LOS ANGELES (Reuters) - More than 100 survivors who went public with gut-wrenching stories of abuse by former USA Gymnastics doctor Larry Nassar joined in a show of solidarity on Wednesday as they accepted an award for courage at the annual ESPYs ceremony.
The honorees smiled, held hands and exchanged hugs as they filled the stage at the glitzy event attended by top athletes and celebrities in downtown Los Angeles.
“It is a privilege to stand up here today with my sister survivors as we represent hundreds more who are not with us tonight,” said gymnast Sarah Klein, the first known victim of Nassar.
“Make no mistake. We are here on this stage to present an image for the world to see - a portrait of survival, a new vision of courage,” she added.
Klein, softball player Tiffany Thomas Lopez and three-time Olympic gold medalist Aly Raisman spoke on behalf of the 141 survivors as they received the Arthur Ashe Award for Courage, an honor named after the late tennis star and presented to people who make an impact beyond the playing field.
Raisman recounted the years that girls and women complained about Nassar while he served as a team doctor for USA Gymnastics and at Michigan State University. “1997. 1998. 1999. 2000. 2004. 2011. 2013. 2014. 2015,” she said. “All those years we were told ‘you are wrong, you misunderstood’.”
“We persisted and finally someone listened and believed us,” Raisman said as audience members wiped away tears and gave the group a standing ovation.
Nassar pleaded guilty in November 2017 to molesting female athletes under the guise of medical treatment in incidents dating back to the 1990s and was sentenced to life in prison.
Authorities said Nassar abused more than 260 women and girls.

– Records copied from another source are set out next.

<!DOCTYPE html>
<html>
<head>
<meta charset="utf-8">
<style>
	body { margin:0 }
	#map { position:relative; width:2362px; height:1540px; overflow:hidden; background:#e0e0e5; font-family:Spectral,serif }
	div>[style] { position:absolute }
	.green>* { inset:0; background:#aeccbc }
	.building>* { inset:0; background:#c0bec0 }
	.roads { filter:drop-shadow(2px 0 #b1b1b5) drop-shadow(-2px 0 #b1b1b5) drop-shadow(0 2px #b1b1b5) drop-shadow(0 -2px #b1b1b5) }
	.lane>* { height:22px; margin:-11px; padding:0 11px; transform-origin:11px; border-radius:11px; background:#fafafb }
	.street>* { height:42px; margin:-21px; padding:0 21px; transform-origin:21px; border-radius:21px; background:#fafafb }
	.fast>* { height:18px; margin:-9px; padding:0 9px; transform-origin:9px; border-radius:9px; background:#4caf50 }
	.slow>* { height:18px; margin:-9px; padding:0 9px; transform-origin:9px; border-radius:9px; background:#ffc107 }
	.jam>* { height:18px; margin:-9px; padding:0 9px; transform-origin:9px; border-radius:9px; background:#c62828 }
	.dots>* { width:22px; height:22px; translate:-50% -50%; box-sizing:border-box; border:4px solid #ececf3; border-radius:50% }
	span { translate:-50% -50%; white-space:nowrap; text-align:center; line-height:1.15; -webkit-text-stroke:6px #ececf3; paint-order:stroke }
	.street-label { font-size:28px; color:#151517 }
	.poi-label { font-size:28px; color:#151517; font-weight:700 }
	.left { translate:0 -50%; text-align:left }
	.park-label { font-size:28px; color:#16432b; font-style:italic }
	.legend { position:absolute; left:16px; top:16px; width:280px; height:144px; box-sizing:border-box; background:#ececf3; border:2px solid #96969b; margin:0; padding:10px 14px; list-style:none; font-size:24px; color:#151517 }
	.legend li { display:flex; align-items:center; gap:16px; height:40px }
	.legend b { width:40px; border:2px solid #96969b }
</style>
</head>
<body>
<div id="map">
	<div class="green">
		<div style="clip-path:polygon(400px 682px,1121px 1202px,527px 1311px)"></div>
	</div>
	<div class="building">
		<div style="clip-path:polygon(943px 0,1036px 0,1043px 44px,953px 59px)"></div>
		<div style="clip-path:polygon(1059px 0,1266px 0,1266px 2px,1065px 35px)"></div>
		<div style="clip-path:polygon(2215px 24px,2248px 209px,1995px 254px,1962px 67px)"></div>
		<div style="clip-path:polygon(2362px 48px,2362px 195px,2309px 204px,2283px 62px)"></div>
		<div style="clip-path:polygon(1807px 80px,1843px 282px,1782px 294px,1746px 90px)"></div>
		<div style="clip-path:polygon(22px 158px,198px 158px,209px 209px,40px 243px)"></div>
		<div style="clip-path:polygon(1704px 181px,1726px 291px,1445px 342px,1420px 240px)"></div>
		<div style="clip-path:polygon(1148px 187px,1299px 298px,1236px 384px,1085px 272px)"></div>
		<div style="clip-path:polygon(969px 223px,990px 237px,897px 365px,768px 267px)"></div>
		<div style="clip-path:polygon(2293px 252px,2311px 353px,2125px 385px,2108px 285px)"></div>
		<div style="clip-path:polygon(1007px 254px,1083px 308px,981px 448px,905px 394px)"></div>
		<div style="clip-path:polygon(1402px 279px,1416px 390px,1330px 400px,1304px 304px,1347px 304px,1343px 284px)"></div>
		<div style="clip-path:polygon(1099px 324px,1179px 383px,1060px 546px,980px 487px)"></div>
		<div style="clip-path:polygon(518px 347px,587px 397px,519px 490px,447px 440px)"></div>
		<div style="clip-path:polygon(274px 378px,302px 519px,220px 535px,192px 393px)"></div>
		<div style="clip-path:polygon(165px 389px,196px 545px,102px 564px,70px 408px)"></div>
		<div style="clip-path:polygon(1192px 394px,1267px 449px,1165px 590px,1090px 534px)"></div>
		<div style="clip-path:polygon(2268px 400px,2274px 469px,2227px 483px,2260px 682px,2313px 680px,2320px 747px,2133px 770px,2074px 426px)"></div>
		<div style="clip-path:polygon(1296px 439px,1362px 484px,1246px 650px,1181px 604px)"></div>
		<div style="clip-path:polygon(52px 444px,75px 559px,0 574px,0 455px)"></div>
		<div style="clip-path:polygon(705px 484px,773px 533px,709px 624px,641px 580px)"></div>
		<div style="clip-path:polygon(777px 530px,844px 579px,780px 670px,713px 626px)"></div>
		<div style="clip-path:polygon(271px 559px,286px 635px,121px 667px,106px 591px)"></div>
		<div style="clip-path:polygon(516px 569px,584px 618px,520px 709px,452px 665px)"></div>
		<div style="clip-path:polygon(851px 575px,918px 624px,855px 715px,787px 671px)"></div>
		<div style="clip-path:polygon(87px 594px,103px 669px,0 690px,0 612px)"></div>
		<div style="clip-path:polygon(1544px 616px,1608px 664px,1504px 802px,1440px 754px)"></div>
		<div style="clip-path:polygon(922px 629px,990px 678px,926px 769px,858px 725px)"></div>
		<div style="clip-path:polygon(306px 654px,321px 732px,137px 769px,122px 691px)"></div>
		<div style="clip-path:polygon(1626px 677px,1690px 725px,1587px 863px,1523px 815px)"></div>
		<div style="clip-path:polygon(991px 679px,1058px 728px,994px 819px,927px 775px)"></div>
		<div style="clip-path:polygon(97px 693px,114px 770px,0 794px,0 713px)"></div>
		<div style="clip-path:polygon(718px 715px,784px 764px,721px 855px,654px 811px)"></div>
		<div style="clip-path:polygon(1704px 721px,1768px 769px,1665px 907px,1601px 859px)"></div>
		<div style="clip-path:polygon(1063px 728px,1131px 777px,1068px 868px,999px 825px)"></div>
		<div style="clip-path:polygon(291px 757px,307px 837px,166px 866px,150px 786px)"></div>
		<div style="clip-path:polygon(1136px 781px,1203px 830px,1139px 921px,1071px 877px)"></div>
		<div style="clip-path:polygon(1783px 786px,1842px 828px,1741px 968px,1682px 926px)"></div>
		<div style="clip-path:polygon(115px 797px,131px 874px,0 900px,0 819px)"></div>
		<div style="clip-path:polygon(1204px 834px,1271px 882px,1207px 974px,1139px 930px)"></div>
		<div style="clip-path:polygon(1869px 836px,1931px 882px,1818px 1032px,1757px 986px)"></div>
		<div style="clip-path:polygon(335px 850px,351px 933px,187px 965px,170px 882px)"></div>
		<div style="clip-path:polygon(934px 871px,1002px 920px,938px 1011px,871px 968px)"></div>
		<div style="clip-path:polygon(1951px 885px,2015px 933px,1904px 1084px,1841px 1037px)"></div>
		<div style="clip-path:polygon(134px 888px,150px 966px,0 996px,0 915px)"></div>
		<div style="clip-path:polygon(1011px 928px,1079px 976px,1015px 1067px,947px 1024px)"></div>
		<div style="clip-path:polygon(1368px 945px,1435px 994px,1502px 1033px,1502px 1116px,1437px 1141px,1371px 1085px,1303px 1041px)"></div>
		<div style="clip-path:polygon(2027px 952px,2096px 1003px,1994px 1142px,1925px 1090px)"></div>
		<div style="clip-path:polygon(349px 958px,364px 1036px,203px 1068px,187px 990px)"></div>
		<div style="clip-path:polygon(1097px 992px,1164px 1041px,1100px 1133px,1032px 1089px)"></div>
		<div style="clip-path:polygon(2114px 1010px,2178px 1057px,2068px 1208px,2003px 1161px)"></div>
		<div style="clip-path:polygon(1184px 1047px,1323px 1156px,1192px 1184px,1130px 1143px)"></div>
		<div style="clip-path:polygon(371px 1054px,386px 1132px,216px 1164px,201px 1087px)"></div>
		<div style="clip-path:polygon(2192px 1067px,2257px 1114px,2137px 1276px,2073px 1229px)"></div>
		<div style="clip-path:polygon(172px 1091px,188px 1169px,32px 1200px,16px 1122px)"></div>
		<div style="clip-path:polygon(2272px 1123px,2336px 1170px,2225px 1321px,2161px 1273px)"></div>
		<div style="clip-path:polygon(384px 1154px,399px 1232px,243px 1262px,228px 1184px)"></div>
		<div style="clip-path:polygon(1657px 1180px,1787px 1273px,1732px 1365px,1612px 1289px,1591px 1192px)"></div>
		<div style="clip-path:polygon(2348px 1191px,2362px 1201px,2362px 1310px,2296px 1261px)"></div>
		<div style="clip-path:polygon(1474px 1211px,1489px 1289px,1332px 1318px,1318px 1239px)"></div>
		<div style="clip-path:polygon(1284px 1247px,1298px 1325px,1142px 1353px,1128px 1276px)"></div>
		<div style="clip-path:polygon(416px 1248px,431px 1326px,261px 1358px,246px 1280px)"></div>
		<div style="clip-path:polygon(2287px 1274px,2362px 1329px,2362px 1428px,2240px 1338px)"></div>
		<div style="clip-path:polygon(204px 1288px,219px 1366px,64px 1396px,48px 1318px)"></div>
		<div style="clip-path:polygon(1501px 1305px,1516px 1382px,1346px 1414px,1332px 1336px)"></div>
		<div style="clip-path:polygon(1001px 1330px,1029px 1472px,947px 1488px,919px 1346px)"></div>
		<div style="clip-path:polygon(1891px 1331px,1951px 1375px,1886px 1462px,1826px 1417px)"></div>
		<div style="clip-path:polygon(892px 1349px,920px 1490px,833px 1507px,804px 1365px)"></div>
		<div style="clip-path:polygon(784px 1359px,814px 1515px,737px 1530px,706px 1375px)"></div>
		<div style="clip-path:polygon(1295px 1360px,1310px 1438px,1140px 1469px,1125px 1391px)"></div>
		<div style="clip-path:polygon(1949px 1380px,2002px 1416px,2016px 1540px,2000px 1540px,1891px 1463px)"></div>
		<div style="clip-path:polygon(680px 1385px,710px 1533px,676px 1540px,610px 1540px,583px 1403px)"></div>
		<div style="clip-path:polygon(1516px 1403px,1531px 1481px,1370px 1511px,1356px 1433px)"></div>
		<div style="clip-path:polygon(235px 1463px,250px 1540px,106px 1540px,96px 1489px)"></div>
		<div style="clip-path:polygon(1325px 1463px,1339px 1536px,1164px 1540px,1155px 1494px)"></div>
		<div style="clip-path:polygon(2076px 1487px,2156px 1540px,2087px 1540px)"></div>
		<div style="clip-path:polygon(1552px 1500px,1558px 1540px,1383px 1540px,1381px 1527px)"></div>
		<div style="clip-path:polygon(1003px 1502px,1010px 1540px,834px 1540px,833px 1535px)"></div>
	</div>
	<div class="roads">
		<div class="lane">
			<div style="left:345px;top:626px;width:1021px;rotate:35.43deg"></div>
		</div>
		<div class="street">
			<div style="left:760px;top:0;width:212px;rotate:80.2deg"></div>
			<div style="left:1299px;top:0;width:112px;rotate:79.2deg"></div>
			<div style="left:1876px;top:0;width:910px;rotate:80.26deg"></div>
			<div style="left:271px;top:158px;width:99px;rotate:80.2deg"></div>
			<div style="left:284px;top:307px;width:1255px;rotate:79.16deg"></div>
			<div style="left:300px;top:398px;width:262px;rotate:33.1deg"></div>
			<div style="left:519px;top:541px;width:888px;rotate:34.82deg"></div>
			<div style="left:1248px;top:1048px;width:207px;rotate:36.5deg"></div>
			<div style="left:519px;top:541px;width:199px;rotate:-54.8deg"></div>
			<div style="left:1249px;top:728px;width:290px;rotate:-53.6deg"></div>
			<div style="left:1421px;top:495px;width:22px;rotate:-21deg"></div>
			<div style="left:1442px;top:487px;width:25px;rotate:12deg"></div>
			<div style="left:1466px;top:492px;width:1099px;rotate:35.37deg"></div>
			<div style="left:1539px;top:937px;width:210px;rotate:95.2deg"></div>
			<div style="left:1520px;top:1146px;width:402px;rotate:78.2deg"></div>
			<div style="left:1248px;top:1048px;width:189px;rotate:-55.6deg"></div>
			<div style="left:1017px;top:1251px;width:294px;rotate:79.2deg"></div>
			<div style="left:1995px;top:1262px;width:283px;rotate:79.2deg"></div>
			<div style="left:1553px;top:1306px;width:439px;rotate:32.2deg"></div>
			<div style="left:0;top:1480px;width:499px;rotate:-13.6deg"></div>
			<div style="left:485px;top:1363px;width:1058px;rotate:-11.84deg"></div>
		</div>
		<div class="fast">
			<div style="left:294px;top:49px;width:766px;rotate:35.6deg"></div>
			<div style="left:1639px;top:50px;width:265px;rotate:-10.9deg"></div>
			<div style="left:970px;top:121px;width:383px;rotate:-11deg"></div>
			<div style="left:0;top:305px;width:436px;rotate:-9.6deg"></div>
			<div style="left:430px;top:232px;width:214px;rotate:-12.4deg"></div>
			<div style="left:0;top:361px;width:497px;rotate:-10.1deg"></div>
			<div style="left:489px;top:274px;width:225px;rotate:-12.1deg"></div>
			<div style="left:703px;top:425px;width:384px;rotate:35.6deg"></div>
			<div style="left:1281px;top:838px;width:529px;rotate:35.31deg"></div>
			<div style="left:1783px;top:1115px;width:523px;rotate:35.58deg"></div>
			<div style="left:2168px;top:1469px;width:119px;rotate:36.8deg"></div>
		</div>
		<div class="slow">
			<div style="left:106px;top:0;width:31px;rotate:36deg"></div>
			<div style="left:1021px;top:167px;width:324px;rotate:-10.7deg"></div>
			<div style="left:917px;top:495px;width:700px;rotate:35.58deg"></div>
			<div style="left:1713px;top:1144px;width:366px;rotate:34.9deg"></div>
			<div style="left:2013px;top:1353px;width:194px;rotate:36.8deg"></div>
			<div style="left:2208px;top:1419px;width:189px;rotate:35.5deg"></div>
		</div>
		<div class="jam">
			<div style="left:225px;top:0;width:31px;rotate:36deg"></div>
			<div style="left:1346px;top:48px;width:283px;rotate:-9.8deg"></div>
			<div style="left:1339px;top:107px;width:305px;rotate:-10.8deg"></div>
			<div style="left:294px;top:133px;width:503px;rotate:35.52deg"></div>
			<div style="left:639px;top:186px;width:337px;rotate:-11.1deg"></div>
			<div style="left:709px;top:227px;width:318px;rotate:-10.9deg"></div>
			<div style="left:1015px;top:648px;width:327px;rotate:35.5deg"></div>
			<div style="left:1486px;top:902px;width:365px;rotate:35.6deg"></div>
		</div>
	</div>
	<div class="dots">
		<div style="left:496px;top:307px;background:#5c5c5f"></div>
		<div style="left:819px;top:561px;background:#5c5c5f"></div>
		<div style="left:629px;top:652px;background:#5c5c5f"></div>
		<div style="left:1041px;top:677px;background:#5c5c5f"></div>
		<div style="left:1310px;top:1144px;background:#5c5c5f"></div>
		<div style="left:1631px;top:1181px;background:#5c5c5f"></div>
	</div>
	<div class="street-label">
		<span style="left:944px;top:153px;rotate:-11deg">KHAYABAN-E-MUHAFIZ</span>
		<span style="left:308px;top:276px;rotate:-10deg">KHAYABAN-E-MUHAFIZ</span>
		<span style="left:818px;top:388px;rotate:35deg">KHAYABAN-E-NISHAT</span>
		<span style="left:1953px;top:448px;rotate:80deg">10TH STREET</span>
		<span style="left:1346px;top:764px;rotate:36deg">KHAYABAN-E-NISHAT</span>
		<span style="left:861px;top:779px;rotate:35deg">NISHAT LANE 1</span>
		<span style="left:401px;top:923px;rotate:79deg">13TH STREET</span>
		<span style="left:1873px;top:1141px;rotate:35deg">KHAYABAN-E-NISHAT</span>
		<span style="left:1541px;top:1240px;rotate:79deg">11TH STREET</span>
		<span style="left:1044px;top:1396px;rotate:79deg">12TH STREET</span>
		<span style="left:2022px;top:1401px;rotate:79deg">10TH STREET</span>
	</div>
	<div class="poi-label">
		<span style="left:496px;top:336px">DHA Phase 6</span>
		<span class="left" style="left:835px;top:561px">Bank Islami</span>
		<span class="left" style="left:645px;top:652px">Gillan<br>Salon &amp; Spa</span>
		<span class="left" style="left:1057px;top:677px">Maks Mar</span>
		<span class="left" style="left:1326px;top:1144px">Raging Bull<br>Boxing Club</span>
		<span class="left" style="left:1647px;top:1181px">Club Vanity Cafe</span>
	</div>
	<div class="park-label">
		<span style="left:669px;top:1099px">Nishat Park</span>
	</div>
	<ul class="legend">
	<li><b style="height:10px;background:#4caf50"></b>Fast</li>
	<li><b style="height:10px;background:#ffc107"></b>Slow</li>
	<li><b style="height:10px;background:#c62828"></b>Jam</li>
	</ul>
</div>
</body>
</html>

Nearly 200 of them gave often emotional testimonies during sentencing hearings earlier this year.
The ESPYs, which pay tribute to the top athletes and performances of the past year, are presented and televised by Walt Disney Co (DIS.N) sports network ESPN.
Washington Capitals player Alexander Ovechkin won best male athlete after helping his team win the National Hockey League championship. Olympic snowboarder and gold medalist Chloe Kim won best female athlete.
The ESPYs also honored three coaches killed in February while trying to protect students during the shooting at Marjory Stoneman Douglas High School in Parkland, Florida. They were Aaron Feis, Scott Beigel and Chris Hixon.